Part 2: Generating the face of the Implementor
The Implementor
March 2020
Generating a synthetic colleague and learning about the bleeding edge of artificial intelligence
So-called generative models are some of the most exciting elements of artificial intelligence, partly because they are the main part of AI, producing amazing visuals, and partly because they hold the biggest promise for the future.
The most important AI breakthrough, in my opinion, is adversarial training (also called GAN for Generative Adversarial Networks) … This, and the variations that are now being proposed, is the most interesting idea in the last 10 years in machine learning.
Yann LeCun, Director of AI Research at Facebook and Professor at NYU
And what better way to explore the modern field of generative models than to produce a synthetic colleague. One with a CV and a face, ready to assist in projects anywhere in the world within any kind of industry! An Implementor!
The overall reason why we started out building a new synthetic colleague is because it’s fun. Also, when learning something new, it’s helpful to have a coherent goal to work towards, and the Implementor provides us with reasonably interesting data (CVs) to work with and a goal to work towards (a synthetic colleague).
But why exactly work on generative models? In addition to the obvious point that they produce the most striking and engaging output (fun pictures and text), there is also the very real point that this is where a lot of the bleeding edge of AI research is happening. More broadly, in the realm of unsupervised learning.
What I cannot create, I do not understand.
So said Richard Feynman, and it has been the inspiration for much of the research into generative models.
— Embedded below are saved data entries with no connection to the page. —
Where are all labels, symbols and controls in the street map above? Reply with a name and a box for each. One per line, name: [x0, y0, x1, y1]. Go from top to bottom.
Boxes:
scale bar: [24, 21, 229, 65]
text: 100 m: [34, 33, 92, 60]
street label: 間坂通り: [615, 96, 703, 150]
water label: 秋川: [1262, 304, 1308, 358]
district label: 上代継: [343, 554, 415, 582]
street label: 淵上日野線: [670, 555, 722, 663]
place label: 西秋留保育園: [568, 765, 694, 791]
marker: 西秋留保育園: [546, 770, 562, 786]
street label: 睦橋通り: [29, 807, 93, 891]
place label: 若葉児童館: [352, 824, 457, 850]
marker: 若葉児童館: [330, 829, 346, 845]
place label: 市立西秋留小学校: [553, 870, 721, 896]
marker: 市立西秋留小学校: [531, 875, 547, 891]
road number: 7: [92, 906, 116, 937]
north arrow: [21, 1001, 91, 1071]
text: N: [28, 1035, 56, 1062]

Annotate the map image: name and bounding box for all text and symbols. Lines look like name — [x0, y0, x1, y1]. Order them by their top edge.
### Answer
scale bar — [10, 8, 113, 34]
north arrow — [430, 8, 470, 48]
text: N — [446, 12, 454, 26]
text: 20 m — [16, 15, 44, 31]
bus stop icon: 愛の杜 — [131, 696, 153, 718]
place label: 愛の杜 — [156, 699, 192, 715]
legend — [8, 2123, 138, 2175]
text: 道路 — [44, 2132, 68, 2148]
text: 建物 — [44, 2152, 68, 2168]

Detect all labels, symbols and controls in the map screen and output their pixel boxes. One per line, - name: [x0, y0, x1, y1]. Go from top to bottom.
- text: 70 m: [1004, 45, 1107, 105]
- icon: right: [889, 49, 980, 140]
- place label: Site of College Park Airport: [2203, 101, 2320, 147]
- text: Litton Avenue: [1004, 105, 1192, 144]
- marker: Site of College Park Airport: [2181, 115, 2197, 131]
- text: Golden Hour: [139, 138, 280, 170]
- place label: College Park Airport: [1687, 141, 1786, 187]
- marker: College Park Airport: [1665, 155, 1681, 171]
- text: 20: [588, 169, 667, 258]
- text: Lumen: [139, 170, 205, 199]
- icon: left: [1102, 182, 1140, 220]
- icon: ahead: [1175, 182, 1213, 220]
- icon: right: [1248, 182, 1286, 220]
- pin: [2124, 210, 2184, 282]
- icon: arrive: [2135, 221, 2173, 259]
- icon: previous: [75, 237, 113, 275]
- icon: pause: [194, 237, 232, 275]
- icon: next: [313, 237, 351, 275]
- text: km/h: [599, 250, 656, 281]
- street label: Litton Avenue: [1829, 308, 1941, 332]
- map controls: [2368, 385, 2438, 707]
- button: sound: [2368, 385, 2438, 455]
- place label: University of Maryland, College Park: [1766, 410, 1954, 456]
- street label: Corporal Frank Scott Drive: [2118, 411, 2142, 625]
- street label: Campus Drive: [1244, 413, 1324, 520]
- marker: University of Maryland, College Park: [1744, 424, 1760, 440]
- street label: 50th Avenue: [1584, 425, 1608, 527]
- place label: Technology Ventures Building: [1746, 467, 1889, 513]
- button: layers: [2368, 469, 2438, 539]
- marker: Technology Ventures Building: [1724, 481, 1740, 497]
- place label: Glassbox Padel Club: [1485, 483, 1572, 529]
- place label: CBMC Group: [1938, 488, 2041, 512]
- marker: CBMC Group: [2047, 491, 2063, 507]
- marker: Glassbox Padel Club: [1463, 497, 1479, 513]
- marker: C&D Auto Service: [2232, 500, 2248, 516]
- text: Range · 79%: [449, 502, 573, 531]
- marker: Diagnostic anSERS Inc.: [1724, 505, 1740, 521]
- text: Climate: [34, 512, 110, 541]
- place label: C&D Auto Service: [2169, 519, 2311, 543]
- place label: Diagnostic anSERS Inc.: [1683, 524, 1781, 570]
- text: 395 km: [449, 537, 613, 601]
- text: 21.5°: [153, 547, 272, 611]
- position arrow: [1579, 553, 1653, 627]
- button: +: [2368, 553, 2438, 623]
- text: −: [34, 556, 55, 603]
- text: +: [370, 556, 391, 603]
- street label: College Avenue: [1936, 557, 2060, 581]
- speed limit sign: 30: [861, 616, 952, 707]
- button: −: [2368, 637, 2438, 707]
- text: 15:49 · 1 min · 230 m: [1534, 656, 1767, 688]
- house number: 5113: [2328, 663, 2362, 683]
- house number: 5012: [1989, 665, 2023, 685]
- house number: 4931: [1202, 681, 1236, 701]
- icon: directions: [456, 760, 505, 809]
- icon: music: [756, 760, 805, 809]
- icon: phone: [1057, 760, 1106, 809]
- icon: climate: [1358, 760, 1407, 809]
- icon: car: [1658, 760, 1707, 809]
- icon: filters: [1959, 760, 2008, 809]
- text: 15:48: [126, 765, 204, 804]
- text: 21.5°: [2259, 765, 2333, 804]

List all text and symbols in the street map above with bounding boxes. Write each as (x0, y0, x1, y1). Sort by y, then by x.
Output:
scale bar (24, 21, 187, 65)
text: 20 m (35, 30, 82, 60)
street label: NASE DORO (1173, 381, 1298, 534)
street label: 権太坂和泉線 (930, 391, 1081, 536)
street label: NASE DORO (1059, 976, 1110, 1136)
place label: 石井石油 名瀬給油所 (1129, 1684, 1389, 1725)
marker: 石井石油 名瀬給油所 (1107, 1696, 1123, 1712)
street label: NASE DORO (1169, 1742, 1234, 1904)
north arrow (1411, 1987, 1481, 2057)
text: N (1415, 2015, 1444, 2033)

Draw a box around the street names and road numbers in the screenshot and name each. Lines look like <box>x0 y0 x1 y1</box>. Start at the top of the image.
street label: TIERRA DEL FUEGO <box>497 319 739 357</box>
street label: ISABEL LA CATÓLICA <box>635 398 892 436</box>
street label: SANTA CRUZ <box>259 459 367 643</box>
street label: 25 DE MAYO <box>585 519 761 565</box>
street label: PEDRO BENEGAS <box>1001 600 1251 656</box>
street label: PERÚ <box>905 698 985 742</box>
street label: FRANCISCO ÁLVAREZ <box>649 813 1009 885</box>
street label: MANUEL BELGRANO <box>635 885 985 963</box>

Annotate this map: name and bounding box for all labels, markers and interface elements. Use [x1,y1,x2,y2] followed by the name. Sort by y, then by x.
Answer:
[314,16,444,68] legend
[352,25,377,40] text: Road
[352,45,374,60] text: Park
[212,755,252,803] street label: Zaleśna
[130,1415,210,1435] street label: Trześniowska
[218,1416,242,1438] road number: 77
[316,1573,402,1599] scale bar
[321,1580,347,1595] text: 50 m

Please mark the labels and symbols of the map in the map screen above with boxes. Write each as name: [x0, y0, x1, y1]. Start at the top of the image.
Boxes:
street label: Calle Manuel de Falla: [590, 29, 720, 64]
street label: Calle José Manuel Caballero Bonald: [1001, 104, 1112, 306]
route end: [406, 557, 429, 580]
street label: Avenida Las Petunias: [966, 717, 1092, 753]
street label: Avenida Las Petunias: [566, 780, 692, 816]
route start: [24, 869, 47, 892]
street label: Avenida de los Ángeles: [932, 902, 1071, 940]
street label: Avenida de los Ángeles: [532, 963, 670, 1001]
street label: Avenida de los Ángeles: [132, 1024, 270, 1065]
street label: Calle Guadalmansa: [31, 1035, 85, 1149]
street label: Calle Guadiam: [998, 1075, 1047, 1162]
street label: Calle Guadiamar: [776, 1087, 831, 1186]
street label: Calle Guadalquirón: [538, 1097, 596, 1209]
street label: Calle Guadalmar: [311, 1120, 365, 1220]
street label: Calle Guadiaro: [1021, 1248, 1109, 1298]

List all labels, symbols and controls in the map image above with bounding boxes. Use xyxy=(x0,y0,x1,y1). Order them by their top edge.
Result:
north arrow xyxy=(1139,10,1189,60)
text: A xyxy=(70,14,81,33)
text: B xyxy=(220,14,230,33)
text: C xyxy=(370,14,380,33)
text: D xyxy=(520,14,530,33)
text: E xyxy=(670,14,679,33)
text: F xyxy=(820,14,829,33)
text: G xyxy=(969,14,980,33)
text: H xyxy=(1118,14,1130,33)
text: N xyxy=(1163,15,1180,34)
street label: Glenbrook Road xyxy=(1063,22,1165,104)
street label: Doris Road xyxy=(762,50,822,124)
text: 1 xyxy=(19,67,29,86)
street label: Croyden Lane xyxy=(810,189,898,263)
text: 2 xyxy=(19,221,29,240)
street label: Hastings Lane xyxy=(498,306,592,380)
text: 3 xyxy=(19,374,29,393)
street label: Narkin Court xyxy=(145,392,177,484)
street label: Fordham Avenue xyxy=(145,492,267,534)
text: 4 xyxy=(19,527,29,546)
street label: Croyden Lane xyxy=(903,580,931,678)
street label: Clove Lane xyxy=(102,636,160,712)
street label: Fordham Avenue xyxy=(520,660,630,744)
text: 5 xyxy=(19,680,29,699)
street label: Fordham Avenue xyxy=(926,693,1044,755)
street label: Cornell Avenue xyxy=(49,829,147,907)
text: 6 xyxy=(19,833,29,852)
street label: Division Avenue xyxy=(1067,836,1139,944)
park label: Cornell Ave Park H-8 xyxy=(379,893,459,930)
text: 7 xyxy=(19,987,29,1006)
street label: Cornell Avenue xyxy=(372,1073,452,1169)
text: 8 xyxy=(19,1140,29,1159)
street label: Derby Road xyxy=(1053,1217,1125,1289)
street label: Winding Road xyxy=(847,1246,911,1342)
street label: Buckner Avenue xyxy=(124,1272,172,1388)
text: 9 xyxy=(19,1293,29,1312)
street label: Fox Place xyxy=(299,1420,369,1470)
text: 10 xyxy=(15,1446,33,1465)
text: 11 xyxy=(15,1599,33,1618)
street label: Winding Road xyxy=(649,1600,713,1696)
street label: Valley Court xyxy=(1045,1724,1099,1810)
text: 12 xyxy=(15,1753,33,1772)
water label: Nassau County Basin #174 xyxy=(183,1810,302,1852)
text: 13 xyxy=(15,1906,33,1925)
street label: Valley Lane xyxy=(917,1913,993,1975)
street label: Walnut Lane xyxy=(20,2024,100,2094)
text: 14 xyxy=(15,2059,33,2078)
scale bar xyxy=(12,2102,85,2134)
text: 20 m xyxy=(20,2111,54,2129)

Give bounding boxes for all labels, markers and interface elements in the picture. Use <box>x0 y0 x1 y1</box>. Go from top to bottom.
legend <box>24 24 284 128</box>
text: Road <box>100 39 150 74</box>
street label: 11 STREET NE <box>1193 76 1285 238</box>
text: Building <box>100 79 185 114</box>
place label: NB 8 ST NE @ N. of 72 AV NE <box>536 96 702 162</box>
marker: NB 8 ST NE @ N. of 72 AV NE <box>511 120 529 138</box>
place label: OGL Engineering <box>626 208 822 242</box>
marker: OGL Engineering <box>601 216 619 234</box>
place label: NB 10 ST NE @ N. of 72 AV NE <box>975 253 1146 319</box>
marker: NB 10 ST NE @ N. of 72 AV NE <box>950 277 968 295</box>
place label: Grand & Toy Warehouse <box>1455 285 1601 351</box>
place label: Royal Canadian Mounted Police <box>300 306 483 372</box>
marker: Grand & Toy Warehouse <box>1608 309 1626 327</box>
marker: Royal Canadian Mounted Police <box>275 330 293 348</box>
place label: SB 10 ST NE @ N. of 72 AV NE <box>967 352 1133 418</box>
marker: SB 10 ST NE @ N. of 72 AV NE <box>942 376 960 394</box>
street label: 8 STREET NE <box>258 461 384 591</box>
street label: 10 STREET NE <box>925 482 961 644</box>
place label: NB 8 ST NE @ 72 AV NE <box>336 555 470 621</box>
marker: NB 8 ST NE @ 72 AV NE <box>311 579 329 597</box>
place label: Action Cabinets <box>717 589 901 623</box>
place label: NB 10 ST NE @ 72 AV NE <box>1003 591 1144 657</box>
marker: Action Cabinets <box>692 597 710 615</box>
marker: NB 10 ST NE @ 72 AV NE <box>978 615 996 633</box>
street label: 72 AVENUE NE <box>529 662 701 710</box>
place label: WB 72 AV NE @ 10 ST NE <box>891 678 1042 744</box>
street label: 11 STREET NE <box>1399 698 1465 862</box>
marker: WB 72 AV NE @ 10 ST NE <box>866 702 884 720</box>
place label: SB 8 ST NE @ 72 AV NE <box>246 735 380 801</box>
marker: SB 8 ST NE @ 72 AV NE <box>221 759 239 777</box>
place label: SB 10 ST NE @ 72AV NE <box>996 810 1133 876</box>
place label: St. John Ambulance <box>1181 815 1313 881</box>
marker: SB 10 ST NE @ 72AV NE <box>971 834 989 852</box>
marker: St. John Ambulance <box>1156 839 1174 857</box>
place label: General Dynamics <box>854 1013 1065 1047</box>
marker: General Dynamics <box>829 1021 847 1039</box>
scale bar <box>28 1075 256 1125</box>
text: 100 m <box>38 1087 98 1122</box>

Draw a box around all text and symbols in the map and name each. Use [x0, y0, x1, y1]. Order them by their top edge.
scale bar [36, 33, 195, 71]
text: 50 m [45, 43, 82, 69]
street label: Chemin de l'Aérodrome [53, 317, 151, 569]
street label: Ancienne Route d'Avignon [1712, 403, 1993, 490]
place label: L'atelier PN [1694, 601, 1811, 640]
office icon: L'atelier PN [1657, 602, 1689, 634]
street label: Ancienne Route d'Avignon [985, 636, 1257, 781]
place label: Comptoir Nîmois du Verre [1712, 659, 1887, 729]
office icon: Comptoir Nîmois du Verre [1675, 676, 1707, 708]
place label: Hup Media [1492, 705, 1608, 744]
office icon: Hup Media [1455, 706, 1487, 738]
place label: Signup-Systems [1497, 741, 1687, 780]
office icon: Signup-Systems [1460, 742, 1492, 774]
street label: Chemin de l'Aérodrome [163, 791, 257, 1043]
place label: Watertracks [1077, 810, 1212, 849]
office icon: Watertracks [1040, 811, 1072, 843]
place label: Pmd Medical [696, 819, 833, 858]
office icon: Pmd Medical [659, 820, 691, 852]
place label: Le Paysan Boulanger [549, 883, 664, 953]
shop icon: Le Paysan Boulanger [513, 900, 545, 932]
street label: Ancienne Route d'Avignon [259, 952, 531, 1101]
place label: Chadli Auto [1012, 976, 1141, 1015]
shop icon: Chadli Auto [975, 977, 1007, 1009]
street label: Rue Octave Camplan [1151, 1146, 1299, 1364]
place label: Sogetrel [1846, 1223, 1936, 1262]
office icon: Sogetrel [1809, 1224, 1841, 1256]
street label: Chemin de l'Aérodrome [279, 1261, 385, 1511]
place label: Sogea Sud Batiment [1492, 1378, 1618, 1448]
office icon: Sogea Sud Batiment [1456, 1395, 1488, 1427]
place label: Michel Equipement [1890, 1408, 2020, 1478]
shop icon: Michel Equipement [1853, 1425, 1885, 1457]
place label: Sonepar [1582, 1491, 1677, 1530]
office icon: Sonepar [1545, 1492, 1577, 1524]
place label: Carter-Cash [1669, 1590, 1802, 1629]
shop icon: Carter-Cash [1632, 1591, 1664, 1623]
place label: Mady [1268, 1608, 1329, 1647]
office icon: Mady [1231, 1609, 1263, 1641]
Fundamentally, a generative model works by being fed data, and then it learns to generate new data similar to the data it is fed. The key is that the model is vastly simpler than the raw data it is being fed, and thus it has to learn an efficient representation of the data. In other words, it has to learn the essence of the data in order to generate it.
This representation turns out to be important for almost any modern machine learning task. In order to classify whether an image is a cat or a dog, or whether an invoice is fraudulent or not, a machine needs a general understanding of the world. It needs to understand fur, snouts and ears, and it needs to understand language and syntax.
Usually, when we train a machine learning model, we train it “from scratch”. We initiate it randomly, so it knows nothing of the world, and then it begins to learn. This means that an image classification model first needs to learn black and white, then what an edge and a surface looks like, and only then can it move on to textures and shapes, to features like snouts and ears, and finally to concepts like cats and dogs.
This is an expensive process because a lot of time is spent on labelling images as cats and dogs or invoices as fraudulent or not. In addition, a lot of that information is “spent” on learning very basic things like linguistic syntax and features like what a texture is.
The generative model (or more broadly unsupervised pre-training) is as close as we get to a free lunch in the machine learning community. By first having a model learn to generate invoices or pictures of cats and dogs, we’ll learn an efficient representation of these concepts. It won’t be outright ready to tell us if a thing is a cat or a dog or a fraudulent invoice, but it will have some broad representation of the concept and merely require some “fine-tuning” to get good results.
In practical terms, this means that we can use cheap, unlabelled data at scale to “pre-train” the model to learn the efficient representation of the general concepts. We then only use expensive (human) labelled data for the final tuning of the model, greatly increasing the value creation of the data we have at hand.
This is a very exciting promise and a very good theory that so far has seen mixed results in practice. In this series, we’ll cover a very successful example (language modelling) and an example that, while exciting, has been overtaken by other methods before it was fully matured (image generation).